**Collected data:**

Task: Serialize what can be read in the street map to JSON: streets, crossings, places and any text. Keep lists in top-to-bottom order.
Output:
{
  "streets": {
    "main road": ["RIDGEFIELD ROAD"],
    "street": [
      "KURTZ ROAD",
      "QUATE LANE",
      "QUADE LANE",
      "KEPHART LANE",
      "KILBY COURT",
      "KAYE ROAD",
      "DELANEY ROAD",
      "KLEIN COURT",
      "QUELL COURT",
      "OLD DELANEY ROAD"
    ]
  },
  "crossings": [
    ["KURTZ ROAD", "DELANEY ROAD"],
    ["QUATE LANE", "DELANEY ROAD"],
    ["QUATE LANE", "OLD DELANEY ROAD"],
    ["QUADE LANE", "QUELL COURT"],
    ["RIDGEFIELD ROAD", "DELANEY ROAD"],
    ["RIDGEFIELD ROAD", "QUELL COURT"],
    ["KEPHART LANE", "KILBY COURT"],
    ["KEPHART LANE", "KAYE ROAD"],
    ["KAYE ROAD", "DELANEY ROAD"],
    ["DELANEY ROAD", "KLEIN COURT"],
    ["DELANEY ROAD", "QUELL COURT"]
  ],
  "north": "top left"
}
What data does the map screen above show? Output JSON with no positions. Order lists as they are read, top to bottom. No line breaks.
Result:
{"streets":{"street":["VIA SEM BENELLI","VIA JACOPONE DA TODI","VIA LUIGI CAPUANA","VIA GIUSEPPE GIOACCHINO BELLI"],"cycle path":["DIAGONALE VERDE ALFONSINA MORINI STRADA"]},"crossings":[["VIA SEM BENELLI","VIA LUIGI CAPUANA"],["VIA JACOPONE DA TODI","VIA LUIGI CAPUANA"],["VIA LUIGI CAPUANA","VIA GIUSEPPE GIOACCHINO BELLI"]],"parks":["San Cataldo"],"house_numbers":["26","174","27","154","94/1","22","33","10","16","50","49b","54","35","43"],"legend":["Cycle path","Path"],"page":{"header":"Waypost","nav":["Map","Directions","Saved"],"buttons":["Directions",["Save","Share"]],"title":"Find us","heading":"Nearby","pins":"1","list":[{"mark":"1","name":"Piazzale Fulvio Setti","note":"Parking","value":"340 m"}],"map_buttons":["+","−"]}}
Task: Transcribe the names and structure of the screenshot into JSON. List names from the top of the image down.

**What the task requires:** Restate each of the records exactly, leaving nothing out.

**Answer for the task:**
Task: Serialize what can be read in the street map to JSON: streets, crossings, places and any text. Keep lists in top-to-bottom order.
Output:
{
  "streets": {
    "main road": ["RIDGEFIELD ROAD"],
    "street": [
      "KURTZ ROAD",
      "QUATE LANE",
      "QUADE LANE",
      "KEPHART LANE",
      "KILBY COURT",
      "KAYE ROAD",
      "DELANEY ROAD",
      "KLEIN COURT",
      "QUELL COURT",
      "OLD DELANEY ROAD"
    ]
  },
  "crossings": [
    ["KURTZ ROAD", "DELANEY ROAD"],
    ["QUATE LANE", "DELANEY ROAD"],
    ["QUATE LANE", "OLD DELANEY ROAD"],
    ["QUADE LANE", "QUELL COURT"],
    ["RIDGEFIELD ROAD", "DELANEY ROAD"],
    ["RIDGEFIELD ROAD", "QUELL COURT"],
    ["KEPHART LANE", "KILBY COURT"],
    ["KEPHART LANE", "KAYE ROAD"],
    ["KAYE ROAD", "DELANEY ROAD"],
    ["DELANEY ROAD", "KLEIN COURT"],
    ["DELANEY ROAD", "QUELL COURT"]
  ],
  "north": "top left"
}
What data does the map screen above show? Output JSON with no positions. Order lists as they are read, top to bottom. No line breaks.
Result:
{"streets":{"street":["VIA SEM BENELLI","VIA JACOPONE DA TODI","VIA LUIGI CAPUANA","VIA GIUSEPPE GIOACCHINO BELLI"],"cycle path":["DIAGONALE VERDE ALFONSINA MORINI STRADA"]},"crossings":[["VIA SEM BENELLI","VIA LUIGI CAPUANA"],["VIA JACOPONE DA TODI","VIA LUIGI CAPUANA"],["VIA LUIGI CAPUANA","VIA GIUSEPPE GIOACCHINO BELLI"]],"parks":["San Cataldo"],"house_numbers":["26","174","27","154","94/1","22","33","10","16","50","49b","54","35","43"],"legend":["Cycle path","Path"],"page":{"header":"Waypost","nav":["Map","Directions","Saved"],"buttons":["Directions",["Save","Share"]],"title":"Find us","heading":"Nearby","pins":"1","list":[{"mark":"1","name":"Piazzale Fulvio Setti","note":"Parking","value":"340 m"}],"map_buttons":["+","−"]}}
Task: Transcribe the names and structure of the screenshot into JSON. List names from the top of the image down.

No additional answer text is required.